→ **Activity**
Once the line with "g.lineJoin = 'round';" is found in the data, output it and each following line exactly, up to and including the line with "g.font = font", and nothing before or after.
── Available records ──
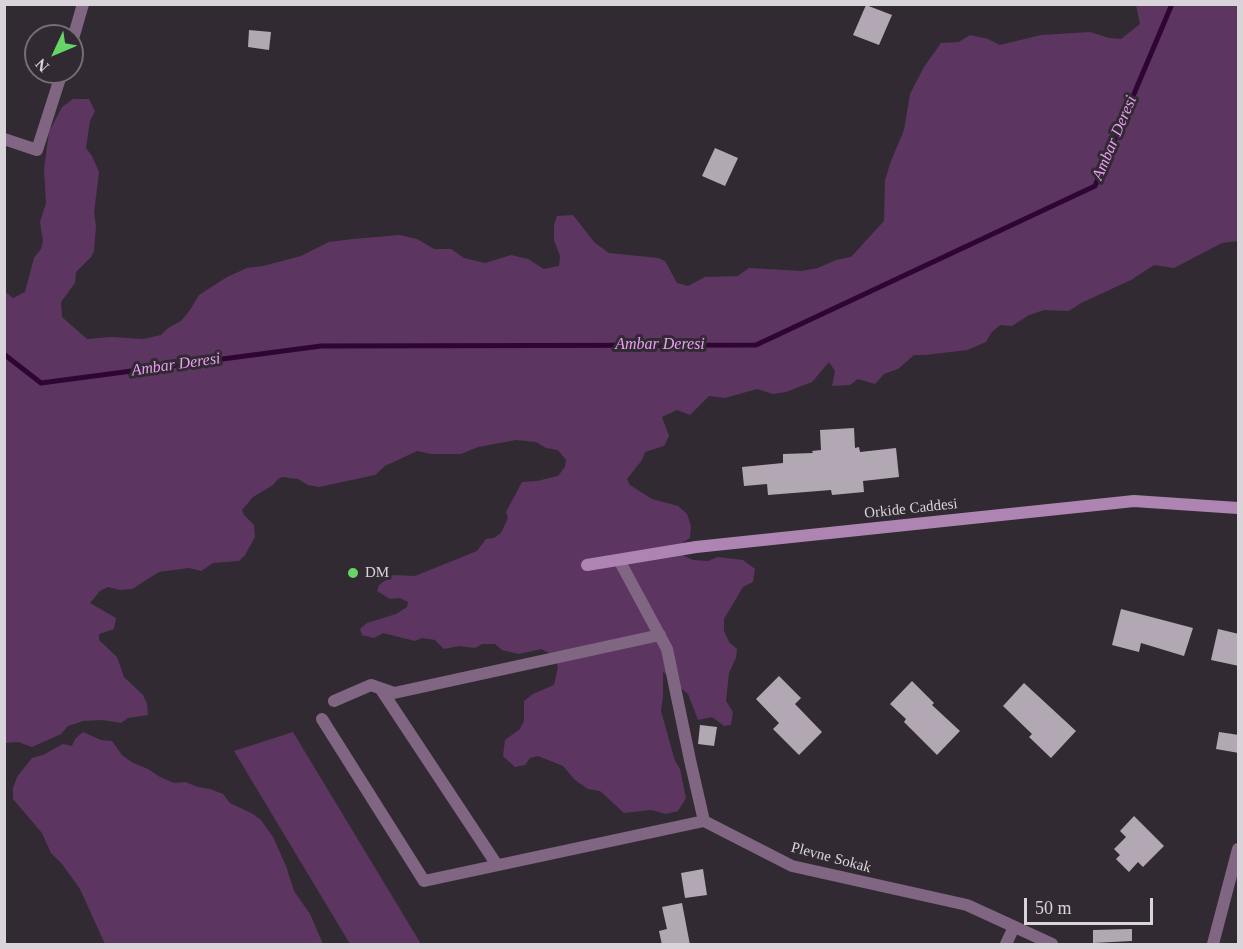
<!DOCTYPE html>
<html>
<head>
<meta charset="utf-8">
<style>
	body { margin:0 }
	#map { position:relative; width:1243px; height:949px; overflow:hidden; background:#322a33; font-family:Georgia,serif }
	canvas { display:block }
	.frame { position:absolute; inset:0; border:6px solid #d9d4da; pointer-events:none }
	.north { position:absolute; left:24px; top:24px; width:60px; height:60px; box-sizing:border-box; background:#322a33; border:2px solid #756e76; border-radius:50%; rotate:226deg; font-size:16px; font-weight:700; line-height:24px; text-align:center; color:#d9d4da }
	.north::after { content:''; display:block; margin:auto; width:21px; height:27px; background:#66d466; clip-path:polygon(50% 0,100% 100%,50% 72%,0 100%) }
	.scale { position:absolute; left:1024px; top:898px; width:129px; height:27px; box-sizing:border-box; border:3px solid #d9d4da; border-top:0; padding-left:8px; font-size:18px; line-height:21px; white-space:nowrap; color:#d9d4da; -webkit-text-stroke:4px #322a33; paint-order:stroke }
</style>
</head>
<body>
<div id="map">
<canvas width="1243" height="949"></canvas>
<div class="frame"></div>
<div class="north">N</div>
<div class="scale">50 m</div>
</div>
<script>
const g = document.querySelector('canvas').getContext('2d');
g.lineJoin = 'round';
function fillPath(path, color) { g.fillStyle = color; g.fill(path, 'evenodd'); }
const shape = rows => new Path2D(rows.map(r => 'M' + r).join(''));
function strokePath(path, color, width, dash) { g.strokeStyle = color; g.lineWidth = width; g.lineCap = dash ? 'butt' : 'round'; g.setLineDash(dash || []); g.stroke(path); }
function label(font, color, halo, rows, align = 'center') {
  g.font = font + ' Georgia,serif'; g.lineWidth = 6; g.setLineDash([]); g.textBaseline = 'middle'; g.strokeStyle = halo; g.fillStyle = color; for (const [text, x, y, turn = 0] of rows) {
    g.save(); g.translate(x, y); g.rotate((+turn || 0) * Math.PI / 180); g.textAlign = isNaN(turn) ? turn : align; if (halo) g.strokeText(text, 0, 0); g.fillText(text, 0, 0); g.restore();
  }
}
fillPath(shape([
	[1237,4,1238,8,1238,241,1222,243,1174,268,1154,265,1131,280,1081,303,1069,311,1044,310,1029,315,1012,326,1000,325,991,333,986,342,967,350,926,355,914,355,898,369,884,374,875,384,858,379,850,385,832,386,835,371,829,362,812,382,786,392,773,394,757,389,725,398,709,396,690,415,677,410,662,417,669,436,664,446,645,452,642,460,627,479,630,485,652,499,678,506,687,514,691,526,690,538,682,543,678,553,693,560,708,561,718,557,743,560,755,569,753,582,743,587,724,619,724,631,729,642,737,649,736,658,729,673,726,701,733,712,731,725,724,726,712,717,698,720,688,694,663,672,663,697,661,711,675,761,680,769,686,798,678,811,666,814,651,810,624,813,600,791,588,789,575,780,563,766,538,756,530,758,525,765,515,767,503,756,505,740,520,729,524,721,524,701,533,694,554,685,558,667,554,655,541,649,519,654,502,650,495,644,482,644,475,648,459,646,444,649,435,640,422,638,415,641,383,633,374,638,362,635,360,629,367,623,396,614,407,607,408,602,400,598,390,599,377,591,379,585,393,575,415,576,477,551,486,539,494,538,501,533,508,518,506,512,522,482,537,481,558,476,565,467,566,460,558,450,546,448,536,442,516,440,478,447,461,454,432,454,417,451,385,466,375,475,319,487,308,485,298,479,282,477,278,479,273,485,253,497,242,510,244,515,254,525,255,537,245,555,239,561,213,563,201,571,189,568,159,572,132,589,120,590,108,587,100,591,90,603,116,618,114,629,99,634,99,640,117,657,124,677,143,695,147,704,148,715,128,718,121,723,102,720,83,721,68,726,61,734,32,747,18,742,5,743,4,291,13,298,25,292,34,258,41,249,43,241,40,222,46,203,44,169,49,132,62,107,73,99,89,99,95,111,90,121,86,148,92,156,99,172,94,213,96,226,94,251,91,257,76,272,75,283,61,302,62,317,87,339,112,337,143,339,161,335,168,328,181,321,190,310,199,295,227,277,247,268,263,266,301,256,329,242,353,239,400,235,417,239,434,249,451,249,464,258,485,263,511,255,528,259,544,269,559,266,560,256,554,240,554,225,557,216,573,215,595,243,609,253,658,258,665,261,677,283,688,286,705,277,738,276,749,268,802,271,818,268,836,260,851,257,884,221,885,180,891,161,904,130,910,94,924,67,941,43,959,42,970,35,988,39,1000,45,1041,35,1090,32,1109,38,1121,39,1140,24,1136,5],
	[83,732,101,740,112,741,122,755,133,763,148,769,160,777,174,783,185,782,198,787,210,789,223,794,230,803,253,814,261,820,273,837,286,866,294,891,310,914,323,944,105,944,80,889,62,864,51,853,42,833,13,799,13,788,17,777,32,758,43,755,63,744,72,746,75,739],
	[293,732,421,944,350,944,234,751]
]), '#5c3660');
strokePath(shape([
	[5,355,41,383,321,346,756,345,1095,186,1172,4]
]), '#2f0534', 5);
fillPath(shape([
	[866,5,892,15,879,45,853,35],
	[249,30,271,32,269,50,248,47],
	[715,148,738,158,725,186,702,176],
	[854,428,855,448,859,447,860,452,896,448,899,477,863,481,864,492,832,495,831,490,768,495,767,484,744,486,742,467,783,463,783,454,813,453,812,451,821,450,820,430],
	[1121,609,1193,628,1184,656,1141,643,1139,652,1112,645],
	[1218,629,1239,634,1239,666,1211,660],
	[779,676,801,698,795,704,822,732,799,755,773,729,779,723,756,699],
	[912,681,934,703,932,705,960,731,937,755,904,722,906,719,890,704],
	[1024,683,1076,731,1051,758,1029,737,1032,734,1003,706],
	[700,725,717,727,714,746,698,744],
	[1219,732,1239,735,1239,753,1216,749],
	[1134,816,1164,846,1143,867,1138,862,1129,872,1116,859,1120,855,1114,849,1126,837,1120,831],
	[703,869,707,895,685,898,681,873],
	[682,903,690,945,662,945,659,931,667,929,662,907],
	[1132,929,1132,941,1093,943,1093,930]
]), '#b2a8b3');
strokePath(shape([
	[72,42,83,4],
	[4,139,37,150,62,72],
	[619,560,667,649,690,760,704,821,792,866,967,905,1052,944],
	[380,688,497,865],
	[334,701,371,685,394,693,660,635],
	[322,719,424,881,704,821],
	[1006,944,1014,927],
	[1213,944,1238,849]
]), '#806682', 12);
strokePath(shape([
	[587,565,696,547,1134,501,1238,508]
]), '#ae85b2', 12);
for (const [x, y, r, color] of [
	[353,573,6,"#66d466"]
]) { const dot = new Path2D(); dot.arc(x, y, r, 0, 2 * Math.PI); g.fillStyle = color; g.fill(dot); strokePath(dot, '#322a33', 2); }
label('15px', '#d9d4da', '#322a33', [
	["Orkide Caddesi",911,509,-6],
	["Plevne Sokak",831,858,15]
]);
label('15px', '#d9d4da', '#322a33', [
	["DM",365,573]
], 'left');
label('italic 16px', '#ee9df6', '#322a33', [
	["Ambar Deresi",1115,138,-67],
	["Ambar Deresi",660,345],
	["Ambar Deresi",176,365,-8]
]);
</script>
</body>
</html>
───
→ **Answer to this task**
g.lineJoin = 'round';
function fillPath(path, color) { g.fillStyle = color; g.fill(path, 'evenodd'); }
const shape = rows => new Path2D(rows.map(r => 'M' + r).join(''));
function strokePath(path, color, width, dash) { g.strokeStyle = color; g.lineWidth = width; g.lineCap = dash ? 'butt' : 'round'; g.setLineDash(dash || []); g.stroke(path); }
function label(font, color, halo, rows, align = 'center') {
  g.font = font + ' Georgia,serif'; g.lineWidth = 6; g.setLineDash([]); g.textBaseline = 'middle'; g.strokeStyle = halo; g.fillStyle = color; for (const [text, x, y, turn = 0] of rows) {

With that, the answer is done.